WHAT NEEDS TO BE DONE =>
Copy out each line below in which the string "Moga" appears.

Stored items =>
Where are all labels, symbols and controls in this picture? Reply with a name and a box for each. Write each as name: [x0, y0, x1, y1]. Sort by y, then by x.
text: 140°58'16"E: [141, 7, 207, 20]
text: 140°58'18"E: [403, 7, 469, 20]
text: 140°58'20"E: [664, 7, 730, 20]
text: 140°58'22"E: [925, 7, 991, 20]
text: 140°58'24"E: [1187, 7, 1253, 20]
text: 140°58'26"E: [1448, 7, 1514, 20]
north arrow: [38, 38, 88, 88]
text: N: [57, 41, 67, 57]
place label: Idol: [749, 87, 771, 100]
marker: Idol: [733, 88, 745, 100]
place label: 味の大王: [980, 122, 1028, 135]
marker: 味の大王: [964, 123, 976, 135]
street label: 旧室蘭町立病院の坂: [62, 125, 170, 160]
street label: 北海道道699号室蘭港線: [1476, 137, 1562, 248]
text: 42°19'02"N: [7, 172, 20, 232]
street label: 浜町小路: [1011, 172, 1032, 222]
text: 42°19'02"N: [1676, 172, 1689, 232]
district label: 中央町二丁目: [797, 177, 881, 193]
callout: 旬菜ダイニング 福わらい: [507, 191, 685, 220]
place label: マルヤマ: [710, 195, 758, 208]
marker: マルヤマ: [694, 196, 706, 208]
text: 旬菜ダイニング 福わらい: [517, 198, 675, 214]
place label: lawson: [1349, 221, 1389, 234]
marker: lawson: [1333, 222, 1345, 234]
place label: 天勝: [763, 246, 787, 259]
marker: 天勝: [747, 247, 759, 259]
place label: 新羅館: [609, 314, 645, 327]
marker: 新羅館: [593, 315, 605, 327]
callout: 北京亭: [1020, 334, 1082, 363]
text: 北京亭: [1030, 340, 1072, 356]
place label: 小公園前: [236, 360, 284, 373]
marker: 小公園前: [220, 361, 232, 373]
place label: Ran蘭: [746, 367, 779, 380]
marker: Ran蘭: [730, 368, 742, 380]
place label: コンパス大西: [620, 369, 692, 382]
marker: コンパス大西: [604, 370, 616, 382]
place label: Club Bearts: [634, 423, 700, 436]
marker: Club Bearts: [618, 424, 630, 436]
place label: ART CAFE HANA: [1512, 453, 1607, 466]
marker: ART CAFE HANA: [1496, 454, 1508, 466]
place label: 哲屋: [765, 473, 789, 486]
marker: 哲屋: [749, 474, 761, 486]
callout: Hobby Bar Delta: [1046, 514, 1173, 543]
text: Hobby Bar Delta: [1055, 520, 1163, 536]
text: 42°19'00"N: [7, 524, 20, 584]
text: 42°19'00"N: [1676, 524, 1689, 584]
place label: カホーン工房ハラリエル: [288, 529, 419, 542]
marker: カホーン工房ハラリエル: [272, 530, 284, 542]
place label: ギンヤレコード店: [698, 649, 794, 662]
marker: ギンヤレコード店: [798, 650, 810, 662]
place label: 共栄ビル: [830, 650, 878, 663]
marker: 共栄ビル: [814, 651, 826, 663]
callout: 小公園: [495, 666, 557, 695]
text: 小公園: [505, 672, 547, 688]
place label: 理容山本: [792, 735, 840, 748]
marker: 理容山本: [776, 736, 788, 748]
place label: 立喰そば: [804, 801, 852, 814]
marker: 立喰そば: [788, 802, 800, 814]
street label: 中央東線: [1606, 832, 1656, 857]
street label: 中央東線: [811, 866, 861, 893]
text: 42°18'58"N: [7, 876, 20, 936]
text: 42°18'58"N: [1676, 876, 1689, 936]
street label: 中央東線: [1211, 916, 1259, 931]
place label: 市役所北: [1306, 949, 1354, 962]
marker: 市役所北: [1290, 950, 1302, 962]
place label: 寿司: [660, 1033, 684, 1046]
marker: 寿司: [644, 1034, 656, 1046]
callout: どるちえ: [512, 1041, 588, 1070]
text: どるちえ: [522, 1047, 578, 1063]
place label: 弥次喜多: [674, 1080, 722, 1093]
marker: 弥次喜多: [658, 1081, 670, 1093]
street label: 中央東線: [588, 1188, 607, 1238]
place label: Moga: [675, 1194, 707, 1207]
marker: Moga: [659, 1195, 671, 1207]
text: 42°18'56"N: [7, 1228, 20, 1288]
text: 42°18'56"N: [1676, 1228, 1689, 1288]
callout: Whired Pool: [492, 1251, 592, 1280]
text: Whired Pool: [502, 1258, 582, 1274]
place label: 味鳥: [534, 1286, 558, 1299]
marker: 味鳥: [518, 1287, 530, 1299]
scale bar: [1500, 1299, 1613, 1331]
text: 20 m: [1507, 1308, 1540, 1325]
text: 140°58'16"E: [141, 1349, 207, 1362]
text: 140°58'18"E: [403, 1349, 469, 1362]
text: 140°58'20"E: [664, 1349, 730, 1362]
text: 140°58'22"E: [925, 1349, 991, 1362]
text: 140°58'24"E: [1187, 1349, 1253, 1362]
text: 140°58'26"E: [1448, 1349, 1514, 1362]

TASK ANSWER =>
place label: Moga: [675, 1194, 707, 1207]
marker: Moga: [659, 1195, 671, 1207]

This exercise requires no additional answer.